La nueva responsable de Ediciones de Editorial Galaxia –primera mujer en alcanzar el cargo–, Tamara Andrés (Combarro, 1992), se sumerge todavía más en la piedra: no describe solo qué falta, sino por qué se esculpió así. «Por un lado, es una especie de tótem inalcanzable –explica–. Y por otro, sirve de escudo: si ya tenemos a una poeta mujer absolutamente referencial, parece que interesa menos que entren otras voces poéticas femeninas». Piensa en autoras que el canon dejó fuera –Pura Vázquez, Luz Pozo Garza–, como también en una intuición incómoda: «Existe la sensación de que ninguna de ellas va a alcanzar el nivel de Rosalía».

Al margen de aquello, Andrés –que ya cuenta con cinco poemarios– sostiene que, cuando se estudia a la autora de En las orillas del Sar, se suele excluir todo el condimento avanzado y pionero de su obra. Generalmente, «se enseña a través de un prisma patriarcal, sentimentalista, incluso sentimentaloide».

En 1863, en el prólogo de Cantares Gallegos, Rosalía escribió que su propósito era mostrar que su idioma no era el que «bastardean e champurran torpemente» quienes se burlaban de él, sino una lengua capaz de la misma dignidad literaria que cualquier otra. Ese gesto fundacional –convertir el habla del pueblo en lengua de cultura– sigue siendo la vara con la que se mide, siglo y medio después, lo que significa hoy hacer literatura en gallego.

La lengua bajo la piedra

Para Noelia Gómez –que, al igual que las otras dos poetas entrevistadas, es parte de la destacada antología Poesía galega novísima (Urutau, 2020)–, el gesto de Rosalía sigue en pie, aunque la tierra tiemble debajo. La lengua gallega acumula, a través de sus letras, varios premios en la actualidad, pero en la calle, la situación es distinta: cada año pierde hablantes. Gómez combate diariamente esta crisis: «Yo escribo en gallego desde que tengo uso de razón –dice–. Es la lengua en la que soy y en la que respiro», y menciona plataformas como Queremos Galego, nacidas para frenar un declive que las políticas públicas, admite, no están logrando revertir.

Clara Vidal –ganadora, también, del Premio de Poesía Erótica Illas Sisargas por su obra Masaxe con argán mal pronunciada (Caldeirón, 2024)–, ofrece una lectura más áspera. Para ella, escribir en gallego sigue siendo una decisión política, pero el terreno empeoró: «Rosalía tiña o apoio do costume galegofalante da meirande parte da poboación galega. Non existía a oficialidade, mais os seus textos representaban a fala real da xente. Identificábanse. Hoxe, as galegofalantes que ademais escribimos somos as raras, as que non ocupan os andeis principais nas bibliotecas ou nas librarías, as que se posicionan necesariamente, as que van en contra das porcentaxes, as que non poden ter pretensións económicas coa escrita». Y añade una imagen que resume el giro histórico: si antes la amenaza venía de fuera –la lengua invasora–, hoy los ataques al idioma llegan también desde dentro, «das institucións, dos servizos públicos, dos textos lexislativos, dos políticos».
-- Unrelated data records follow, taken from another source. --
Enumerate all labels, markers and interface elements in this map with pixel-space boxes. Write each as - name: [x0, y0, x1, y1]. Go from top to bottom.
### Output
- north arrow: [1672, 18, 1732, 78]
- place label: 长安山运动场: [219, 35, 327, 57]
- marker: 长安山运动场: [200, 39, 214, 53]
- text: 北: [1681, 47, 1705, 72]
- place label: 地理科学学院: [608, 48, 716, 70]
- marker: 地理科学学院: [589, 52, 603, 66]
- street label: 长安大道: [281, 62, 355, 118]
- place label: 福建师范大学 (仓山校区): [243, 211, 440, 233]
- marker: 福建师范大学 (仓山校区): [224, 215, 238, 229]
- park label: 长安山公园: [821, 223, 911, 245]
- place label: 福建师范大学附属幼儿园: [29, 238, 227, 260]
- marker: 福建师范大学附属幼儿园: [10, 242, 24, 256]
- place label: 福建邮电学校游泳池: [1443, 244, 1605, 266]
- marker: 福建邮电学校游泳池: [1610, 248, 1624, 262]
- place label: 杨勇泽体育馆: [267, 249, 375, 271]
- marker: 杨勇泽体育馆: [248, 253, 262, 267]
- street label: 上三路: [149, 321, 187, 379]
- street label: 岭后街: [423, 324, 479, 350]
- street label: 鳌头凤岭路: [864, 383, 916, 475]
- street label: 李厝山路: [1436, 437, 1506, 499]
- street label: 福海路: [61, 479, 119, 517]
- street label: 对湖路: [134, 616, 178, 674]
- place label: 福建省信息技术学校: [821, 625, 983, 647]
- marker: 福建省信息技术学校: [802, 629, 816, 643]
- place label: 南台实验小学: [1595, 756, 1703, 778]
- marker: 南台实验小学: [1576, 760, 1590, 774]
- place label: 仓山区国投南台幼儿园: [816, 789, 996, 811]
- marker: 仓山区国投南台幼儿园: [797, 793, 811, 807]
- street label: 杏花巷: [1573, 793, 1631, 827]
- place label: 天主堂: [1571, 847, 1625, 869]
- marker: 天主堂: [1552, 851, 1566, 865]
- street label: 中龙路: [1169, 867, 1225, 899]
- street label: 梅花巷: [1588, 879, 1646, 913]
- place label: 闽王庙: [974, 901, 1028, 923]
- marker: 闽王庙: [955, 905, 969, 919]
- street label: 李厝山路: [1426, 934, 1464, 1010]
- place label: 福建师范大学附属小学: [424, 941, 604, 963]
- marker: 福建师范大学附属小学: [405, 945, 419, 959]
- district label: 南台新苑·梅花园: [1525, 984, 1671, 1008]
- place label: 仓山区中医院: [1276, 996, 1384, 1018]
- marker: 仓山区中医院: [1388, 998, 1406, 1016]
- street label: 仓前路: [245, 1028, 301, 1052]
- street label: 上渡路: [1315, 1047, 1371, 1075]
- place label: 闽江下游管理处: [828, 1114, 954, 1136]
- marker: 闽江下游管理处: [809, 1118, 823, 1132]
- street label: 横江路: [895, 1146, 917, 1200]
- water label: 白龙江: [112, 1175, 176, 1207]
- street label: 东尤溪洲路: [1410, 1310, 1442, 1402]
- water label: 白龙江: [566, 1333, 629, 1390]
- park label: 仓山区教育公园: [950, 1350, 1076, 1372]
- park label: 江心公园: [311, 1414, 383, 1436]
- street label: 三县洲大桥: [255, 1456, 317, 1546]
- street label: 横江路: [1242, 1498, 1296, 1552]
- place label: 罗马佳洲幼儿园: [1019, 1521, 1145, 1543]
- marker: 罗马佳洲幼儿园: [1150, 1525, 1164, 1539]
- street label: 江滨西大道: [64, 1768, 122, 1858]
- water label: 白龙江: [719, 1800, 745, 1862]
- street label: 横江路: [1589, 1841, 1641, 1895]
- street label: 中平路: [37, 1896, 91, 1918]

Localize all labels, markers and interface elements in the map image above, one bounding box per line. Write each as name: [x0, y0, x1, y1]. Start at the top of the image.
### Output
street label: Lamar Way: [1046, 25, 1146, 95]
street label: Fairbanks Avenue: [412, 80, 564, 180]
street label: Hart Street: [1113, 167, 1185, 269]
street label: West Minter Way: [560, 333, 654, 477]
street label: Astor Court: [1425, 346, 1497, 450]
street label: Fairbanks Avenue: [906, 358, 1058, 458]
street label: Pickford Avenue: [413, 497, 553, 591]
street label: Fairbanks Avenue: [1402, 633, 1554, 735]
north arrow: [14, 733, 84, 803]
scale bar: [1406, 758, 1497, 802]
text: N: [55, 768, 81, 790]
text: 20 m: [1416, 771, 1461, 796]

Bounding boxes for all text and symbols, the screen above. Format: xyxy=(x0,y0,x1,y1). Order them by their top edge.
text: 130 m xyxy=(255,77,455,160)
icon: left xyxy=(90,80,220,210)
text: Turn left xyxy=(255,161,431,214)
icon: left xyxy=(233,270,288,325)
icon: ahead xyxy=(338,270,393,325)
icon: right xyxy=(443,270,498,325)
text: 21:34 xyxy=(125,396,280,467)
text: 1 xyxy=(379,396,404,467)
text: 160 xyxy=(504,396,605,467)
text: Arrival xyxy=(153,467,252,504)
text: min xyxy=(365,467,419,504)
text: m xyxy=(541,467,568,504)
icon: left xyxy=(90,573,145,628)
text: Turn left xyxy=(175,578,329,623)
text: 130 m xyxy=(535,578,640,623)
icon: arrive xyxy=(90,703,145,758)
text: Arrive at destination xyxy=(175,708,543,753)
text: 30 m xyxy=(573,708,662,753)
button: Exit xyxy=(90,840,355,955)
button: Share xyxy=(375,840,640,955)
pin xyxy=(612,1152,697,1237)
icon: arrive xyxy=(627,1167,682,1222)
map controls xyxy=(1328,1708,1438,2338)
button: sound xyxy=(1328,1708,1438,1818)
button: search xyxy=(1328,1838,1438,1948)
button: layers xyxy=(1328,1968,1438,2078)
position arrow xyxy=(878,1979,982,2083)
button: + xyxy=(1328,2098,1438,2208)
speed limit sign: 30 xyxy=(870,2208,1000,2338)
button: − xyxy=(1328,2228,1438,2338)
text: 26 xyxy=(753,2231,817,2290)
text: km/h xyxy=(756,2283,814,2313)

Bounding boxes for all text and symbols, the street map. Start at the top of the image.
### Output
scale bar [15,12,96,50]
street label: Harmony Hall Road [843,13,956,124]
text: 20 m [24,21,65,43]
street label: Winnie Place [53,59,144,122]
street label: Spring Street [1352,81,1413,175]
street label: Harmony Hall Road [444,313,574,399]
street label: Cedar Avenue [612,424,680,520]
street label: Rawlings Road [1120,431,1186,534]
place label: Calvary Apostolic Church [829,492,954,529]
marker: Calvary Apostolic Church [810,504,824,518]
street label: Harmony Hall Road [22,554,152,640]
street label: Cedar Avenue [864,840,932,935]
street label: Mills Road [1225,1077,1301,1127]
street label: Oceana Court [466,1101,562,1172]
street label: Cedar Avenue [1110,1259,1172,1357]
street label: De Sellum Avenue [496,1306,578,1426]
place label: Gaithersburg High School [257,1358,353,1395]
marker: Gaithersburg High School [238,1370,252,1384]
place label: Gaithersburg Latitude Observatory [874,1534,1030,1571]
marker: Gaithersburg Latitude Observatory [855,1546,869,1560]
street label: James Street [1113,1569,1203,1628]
A diferencia de la época de Rosalía de Castro, el gallego –dice Tamara Andrés– parece habitar hoy en el tejido cultural –literario, musical, teatral– y no en la calle. En ese contexto, como quien voltea los rasgos de una estatua con el reflejo del mar, propone invertir la fórmula de la poeta: si su logro consistió en erigir la lengua del pueblo en lengua de cultura, el desafío actual sería «devolverle al pueblo, cada vez más castellanohablante, la lengua de la cultura».